▸ RECORDS FOR PROCESSING:
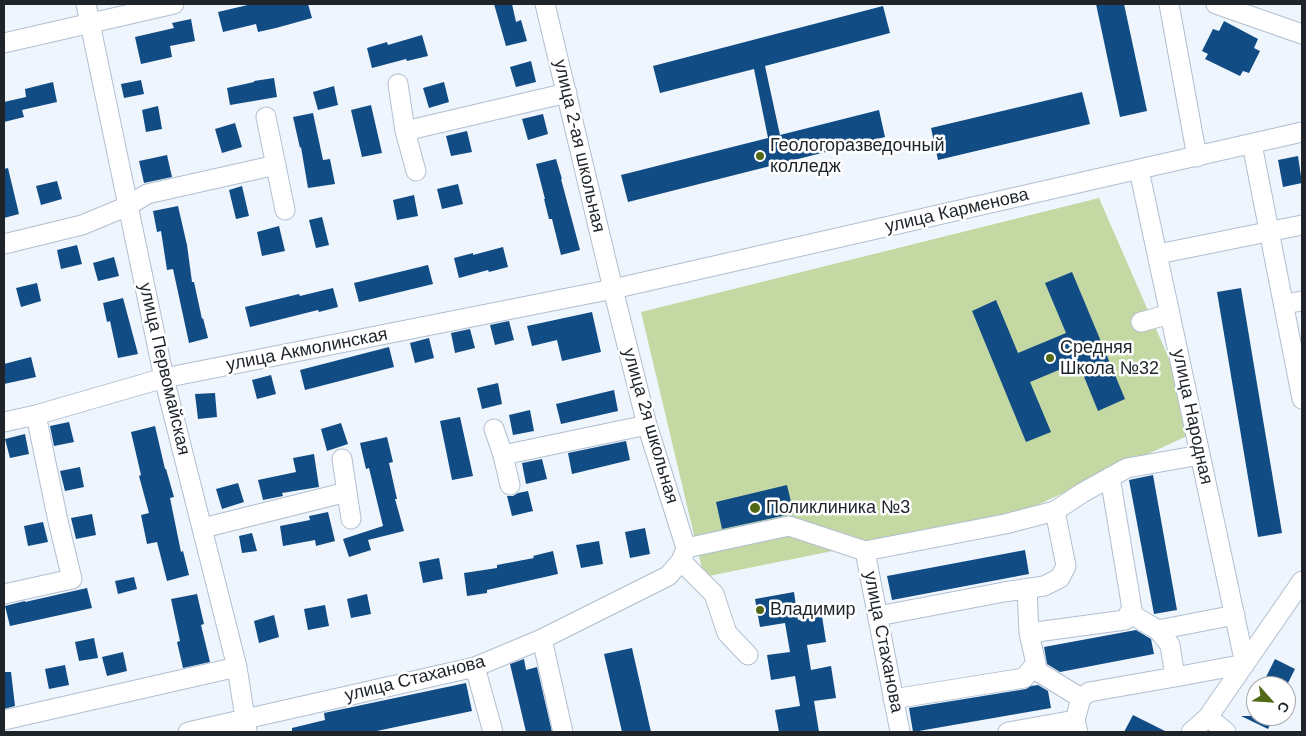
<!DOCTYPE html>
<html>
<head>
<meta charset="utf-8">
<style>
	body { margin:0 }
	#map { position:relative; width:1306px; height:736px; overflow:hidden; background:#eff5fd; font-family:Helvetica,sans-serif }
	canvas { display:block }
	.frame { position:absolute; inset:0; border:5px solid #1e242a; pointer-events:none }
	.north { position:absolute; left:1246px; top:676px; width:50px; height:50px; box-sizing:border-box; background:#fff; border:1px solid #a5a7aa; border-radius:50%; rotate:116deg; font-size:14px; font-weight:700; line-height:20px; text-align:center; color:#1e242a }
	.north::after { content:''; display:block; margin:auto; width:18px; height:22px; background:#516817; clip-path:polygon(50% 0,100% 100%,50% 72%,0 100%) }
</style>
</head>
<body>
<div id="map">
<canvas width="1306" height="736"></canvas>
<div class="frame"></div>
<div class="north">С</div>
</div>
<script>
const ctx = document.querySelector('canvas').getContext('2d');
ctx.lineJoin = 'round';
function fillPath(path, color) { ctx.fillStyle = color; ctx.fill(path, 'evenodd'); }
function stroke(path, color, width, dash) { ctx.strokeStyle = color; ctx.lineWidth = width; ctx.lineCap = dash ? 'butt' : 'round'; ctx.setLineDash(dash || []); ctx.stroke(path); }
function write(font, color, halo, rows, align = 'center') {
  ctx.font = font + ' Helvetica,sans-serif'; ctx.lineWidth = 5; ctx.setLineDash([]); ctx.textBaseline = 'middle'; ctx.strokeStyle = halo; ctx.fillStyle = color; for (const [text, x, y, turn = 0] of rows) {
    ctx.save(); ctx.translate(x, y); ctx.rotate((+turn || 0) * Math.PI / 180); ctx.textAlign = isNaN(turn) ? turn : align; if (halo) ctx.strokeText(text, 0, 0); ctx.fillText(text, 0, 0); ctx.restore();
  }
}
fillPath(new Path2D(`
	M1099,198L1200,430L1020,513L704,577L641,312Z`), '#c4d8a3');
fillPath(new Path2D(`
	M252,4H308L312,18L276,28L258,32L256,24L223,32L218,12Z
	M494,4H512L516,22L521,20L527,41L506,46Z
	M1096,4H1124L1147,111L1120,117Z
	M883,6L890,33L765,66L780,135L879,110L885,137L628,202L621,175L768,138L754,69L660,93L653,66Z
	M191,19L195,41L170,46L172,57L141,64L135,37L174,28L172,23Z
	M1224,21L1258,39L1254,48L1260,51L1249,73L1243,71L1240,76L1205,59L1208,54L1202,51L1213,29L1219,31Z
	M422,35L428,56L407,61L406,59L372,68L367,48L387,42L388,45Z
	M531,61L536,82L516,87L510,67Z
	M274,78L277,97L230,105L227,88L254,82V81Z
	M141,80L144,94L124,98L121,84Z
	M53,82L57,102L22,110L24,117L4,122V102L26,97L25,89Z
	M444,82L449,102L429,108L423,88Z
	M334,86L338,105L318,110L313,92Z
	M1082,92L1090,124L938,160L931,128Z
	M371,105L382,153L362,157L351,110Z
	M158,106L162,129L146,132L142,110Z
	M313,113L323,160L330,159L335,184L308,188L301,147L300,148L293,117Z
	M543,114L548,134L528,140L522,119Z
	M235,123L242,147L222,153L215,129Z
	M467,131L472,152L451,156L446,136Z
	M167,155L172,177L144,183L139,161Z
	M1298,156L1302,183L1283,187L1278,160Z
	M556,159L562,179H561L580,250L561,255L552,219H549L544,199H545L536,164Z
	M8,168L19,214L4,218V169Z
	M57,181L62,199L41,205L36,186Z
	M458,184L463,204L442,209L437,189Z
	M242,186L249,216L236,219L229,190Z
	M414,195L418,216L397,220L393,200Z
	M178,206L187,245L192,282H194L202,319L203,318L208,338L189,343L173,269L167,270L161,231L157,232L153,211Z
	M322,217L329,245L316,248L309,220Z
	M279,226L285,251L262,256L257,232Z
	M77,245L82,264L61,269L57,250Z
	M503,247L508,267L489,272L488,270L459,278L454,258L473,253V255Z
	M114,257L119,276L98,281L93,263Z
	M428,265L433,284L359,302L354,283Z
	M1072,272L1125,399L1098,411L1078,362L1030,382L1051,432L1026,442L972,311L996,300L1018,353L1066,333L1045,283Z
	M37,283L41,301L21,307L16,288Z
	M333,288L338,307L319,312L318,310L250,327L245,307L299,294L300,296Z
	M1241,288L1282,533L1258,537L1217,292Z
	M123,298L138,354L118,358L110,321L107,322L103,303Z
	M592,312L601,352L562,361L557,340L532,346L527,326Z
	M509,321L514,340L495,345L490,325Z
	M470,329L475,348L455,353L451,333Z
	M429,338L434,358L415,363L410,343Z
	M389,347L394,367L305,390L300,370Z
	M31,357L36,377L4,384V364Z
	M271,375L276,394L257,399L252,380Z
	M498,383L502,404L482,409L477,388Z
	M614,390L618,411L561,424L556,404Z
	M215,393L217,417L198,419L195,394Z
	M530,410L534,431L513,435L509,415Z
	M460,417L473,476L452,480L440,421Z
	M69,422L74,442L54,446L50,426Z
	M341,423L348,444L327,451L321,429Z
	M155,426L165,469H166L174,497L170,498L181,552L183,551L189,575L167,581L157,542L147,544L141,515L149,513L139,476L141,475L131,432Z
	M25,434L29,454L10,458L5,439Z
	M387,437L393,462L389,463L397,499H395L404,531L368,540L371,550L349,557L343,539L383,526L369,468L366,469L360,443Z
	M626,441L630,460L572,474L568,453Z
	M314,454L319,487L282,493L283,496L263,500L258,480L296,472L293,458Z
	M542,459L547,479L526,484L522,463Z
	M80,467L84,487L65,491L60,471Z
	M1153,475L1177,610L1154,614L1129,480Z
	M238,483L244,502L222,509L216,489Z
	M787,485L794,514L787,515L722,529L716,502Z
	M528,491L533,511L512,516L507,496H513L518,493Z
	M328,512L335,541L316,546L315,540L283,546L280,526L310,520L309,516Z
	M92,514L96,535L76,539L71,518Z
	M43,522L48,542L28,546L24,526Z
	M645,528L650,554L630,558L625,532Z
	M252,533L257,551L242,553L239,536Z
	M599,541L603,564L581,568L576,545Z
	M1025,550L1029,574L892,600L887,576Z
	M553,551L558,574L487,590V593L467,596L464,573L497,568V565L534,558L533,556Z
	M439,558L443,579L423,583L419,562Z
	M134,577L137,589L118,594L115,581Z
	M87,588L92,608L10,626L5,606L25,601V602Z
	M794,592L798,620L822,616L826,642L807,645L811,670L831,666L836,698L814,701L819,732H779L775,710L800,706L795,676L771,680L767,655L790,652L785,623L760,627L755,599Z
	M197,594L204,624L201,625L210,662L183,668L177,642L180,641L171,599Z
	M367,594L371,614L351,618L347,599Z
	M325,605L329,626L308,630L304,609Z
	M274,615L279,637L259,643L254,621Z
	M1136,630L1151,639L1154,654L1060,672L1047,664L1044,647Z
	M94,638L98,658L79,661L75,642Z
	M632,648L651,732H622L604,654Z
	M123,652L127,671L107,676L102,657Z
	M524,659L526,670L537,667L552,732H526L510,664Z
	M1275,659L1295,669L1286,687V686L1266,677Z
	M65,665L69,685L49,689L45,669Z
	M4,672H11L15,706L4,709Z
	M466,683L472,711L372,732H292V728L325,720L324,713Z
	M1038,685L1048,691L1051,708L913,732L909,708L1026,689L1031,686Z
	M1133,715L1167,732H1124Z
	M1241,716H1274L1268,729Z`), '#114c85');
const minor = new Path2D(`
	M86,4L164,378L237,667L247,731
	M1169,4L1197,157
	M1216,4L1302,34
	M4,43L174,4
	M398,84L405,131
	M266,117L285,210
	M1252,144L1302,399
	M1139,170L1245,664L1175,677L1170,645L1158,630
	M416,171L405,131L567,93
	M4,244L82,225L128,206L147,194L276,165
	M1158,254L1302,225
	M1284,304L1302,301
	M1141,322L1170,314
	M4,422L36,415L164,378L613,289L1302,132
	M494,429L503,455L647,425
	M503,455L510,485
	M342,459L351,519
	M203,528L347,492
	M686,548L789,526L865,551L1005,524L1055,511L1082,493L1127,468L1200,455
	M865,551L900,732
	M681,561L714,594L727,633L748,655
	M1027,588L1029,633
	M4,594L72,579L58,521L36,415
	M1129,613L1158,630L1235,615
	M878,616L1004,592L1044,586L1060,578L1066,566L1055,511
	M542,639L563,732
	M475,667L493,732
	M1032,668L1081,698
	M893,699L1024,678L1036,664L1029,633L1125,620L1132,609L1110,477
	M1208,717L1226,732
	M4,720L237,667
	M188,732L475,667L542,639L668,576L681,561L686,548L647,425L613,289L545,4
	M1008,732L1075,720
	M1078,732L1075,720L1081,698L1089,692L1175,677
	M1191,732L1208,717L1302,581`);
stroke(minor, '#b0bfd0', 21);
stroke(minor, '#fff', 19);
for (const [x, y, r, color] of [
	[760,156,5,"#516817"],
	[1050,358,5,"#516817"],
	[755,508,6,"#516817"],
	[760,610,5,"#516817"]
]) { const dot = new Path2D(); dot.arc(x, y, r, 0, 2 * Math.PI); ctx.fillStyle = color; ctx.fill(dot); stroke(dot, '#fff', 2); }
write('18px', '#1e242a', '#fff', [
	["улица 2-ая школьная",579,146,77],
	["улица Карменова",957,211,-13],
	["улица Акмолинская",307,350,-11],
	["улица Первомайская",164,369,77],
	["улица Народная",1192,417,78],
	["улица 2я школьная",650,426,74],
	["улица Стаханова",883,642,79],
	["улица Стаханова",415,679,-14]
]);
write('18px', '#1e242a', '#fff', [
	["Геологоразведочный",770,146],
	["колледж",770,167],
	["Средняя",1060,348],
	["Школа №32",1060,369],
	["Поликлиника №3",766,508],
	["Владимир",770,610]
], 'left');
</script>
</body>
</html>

--

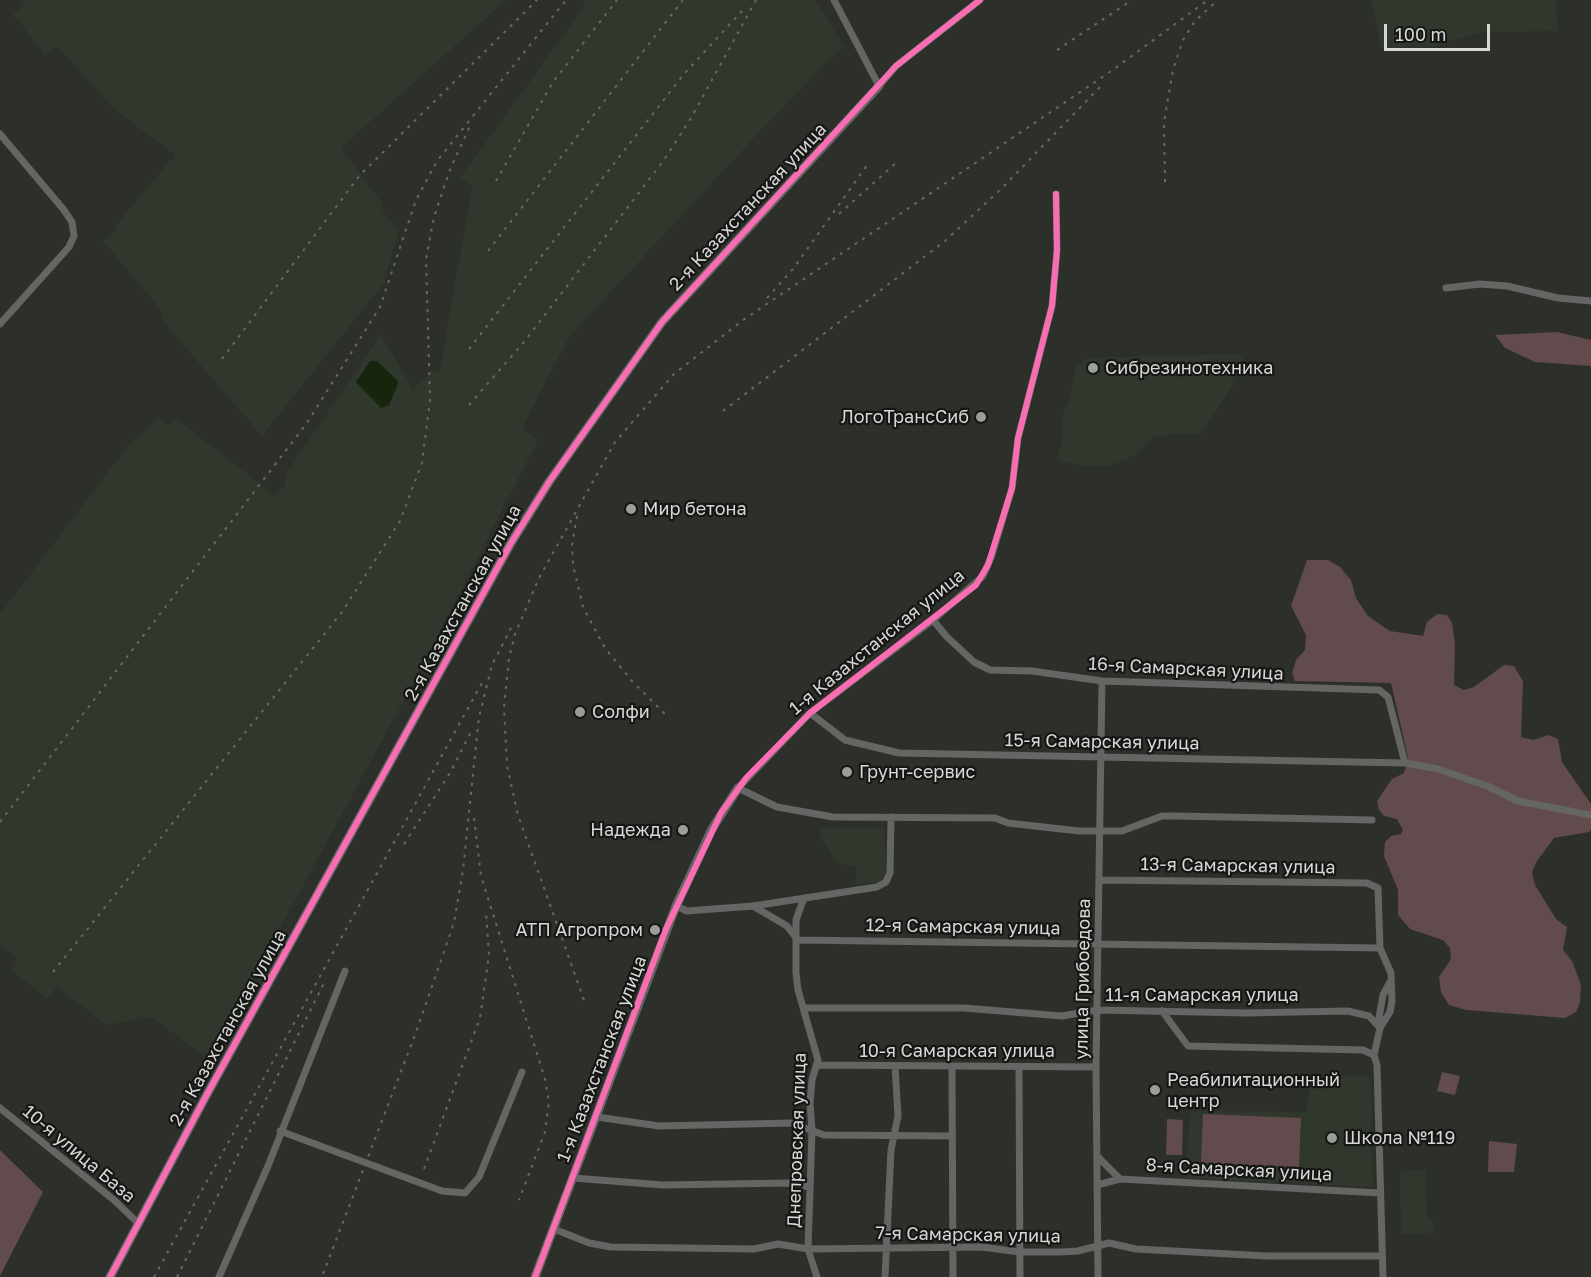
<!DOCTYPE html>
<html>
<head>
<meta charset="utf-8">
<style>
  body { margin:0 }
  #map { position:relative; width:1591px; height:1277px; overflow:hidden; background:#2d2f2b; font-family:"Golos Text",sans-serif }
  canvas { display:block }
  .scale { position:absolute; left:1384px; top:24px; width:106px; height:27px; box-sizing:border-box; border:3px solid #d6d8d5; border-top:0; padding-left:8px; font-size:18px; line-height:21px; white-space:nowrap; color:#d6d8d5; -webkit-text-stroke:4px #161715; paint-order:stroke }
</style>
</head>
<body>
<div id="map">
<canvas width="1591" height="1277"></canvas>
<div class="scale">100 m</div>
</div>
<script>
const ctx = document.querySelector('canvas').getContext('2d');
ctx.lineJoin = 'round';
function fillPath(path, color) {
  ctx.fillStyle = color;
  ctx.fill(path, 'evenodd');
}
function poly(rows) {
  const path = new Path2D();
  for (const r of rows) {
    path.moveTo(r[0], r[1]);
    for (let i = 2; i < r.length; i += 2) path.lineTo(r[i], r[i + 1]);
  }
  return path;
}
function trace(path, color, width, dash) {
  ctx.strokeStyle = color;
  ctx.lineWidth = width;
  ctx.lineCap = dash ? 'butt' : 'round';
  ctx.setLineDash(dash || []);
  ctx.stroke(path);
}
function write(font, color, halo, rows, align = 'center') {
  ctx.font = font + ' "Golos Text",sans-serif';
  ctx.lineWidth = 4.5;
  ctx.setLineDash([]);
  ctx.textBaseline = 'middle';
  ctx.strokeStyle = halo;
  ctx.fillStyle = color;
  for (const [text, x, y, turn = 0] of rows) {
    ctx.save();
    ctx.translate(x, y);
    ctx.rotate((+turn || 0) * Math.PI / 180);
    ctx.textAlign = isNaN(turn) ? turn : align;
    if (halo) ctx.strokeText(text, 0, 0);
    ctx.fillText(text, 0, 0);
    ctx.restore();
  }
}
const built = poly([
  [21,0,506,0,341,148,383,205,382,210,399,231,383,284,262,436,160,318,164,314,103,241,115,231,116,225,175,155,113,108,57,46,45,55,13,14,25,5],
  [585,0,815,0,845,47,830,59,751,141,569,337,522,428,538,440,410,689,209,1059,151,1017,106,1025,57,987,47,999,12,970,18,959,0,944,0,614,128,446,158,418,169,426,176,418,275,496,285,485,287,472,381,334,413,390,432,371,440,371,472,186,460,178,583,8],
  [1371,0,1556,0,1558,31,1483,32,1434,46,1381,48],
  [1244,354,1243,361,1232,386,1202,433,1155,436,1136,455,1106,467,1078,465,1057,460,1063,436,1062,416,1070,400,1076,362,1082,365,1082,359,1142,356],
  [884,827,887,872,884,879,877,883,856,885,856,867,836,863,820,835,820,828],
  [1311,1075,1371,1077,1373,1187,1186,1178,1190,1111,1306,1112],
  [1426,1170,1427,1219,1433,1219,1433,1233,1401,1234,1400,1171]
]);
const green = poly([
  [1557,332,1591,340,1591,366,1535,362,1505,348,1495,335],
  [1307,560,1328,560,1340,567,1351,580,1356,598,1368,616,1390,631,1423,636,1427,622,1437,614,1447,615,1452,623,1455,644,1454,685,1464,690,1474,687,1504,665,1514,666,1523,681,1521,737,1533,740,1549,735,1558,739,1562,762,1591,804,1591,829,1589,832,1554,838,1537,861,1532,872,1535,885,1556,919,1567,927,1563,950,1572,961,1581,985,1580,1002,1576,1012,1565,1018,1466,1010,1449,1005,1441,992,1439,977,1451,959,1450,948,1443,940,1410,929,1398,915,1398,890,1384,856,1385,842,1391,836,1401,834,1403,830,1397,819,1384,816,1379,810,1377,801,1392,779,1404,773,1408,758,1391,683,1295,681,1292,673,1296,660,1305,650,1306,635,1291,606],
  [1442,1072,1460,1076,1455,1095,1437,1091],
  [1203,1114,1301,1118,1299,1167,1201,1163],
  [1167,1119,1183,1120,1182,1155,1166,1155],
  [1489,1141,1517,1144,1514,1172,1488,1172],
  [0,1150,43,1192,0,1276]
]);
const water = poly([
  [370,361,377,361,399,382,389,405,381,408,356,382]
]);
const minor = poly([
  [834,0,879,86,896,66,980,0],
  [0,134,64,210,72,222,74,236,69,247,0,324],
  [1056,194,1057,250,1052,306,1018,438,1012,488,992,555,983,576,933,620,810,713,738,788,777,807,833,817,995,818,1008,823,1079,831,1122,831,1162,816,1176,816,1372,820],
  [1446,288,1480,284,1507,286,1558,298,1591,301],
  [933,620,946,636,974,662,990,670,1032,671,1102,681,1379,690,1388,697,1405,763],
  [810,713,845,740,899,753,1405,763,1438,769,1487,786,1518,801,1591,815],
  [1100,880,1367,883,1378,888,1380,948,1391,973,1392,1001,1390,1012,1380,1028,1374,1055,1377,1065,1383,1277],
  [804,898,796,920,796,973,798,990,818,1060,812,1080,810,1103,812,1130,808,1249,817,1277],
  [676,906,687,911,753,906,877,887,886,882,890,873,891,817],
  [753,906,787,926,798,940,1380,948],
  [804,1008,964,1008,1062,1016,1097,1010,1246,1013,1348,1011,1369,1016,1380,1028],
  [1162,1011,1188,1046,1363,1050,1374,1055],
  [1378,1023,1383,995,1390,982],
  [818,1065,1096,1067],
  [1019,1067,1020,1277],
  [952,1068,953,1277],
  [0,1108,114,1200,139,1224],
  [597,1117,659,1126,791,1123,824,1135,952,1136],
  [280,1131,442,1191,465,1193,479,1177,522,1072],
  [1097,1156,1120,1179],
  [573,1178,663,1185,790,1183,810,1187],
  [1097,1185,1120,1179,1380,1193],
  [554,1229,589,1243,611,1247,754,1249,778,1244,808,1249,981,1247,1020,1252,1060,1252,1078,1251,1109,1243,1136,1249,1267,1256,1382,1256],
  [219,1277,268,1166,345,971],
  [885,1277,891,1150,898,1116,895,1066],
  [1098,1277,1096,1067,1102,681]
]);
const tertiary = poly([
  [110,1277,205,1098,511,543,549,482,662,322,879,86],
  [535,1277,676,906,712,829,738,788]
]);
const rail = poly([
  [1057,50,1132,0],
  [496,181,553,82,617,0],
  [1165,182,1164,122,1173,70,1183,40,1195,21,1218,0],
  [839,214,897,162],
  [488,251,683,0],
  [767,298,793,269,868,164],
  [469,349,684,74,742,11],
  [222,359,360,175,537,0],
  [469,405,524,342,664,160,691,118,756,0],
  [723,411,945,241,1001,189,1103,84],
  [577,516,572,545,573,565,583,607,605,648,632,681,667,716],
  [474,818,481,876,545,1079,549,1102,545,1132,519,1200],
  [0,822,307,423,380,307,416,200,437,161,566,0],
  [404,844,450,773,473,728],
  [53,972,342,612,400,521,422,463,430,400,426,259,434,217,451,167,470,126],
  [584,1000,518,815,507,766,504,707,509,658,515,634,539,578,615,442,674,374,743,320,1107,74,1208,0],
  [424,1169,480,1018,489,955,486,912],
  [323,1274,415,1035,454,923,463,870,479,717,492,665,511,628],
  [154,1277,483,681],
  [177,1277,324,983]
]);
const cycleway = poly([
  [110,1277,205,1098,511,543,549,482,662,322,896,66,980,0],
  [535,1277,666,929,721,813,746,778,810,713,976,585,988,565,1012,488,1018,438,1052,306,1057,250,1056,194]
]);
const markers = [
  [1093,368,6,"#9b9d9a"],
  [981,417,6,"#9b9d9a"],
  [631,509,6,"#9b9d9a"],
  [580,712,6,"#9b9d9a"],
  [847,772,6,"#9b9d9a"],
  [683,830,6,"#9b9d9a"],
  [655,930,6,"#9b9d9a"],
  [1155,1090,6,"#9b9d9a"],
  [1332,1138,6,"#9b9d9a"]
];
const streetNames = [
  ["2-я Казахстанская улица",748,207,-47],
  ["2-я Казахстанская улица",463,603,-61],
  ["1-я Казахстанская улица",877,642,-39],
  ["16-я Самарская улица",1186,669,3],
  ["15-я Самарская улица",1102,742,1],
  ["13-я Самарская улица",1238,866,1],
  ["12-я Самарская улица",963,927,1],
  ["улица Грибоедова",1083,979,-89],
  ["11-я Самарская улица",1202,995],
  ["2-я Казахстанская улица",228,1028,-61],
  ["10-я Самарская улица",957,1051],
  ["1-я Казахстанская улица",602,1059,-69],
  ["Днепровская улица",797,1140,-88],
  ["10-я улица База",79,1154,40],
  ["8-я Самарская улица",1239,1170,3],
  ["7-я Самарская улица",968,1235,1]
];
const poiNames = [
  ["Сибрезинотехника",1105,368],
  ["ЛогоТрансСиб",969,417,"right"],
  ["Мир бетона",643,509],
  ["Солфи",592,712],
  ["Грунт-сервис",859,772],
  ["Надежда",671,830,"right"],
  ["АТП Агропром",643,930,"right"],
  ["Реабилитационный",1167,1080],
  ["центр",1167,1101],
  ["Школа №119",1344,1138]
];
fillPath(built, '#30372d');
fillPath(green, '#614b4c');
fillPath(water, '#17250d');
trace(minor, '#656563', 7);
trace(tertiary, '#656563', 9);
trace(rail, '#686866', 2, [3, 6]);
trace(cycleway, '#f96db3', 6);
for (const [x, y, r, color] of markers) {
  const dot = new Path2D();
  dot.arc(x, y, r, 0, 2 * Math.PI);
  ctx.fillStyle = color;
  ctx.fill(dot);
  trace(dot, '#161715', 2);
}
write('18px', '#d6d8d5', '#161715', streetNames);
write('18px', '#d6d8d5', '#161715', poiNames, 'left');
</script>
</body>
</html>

▸ WORK ORDER:
Please state how many lines in the preceding material contain the word "evenodd", with no other output.

▸ YOUR SOLUTION:
2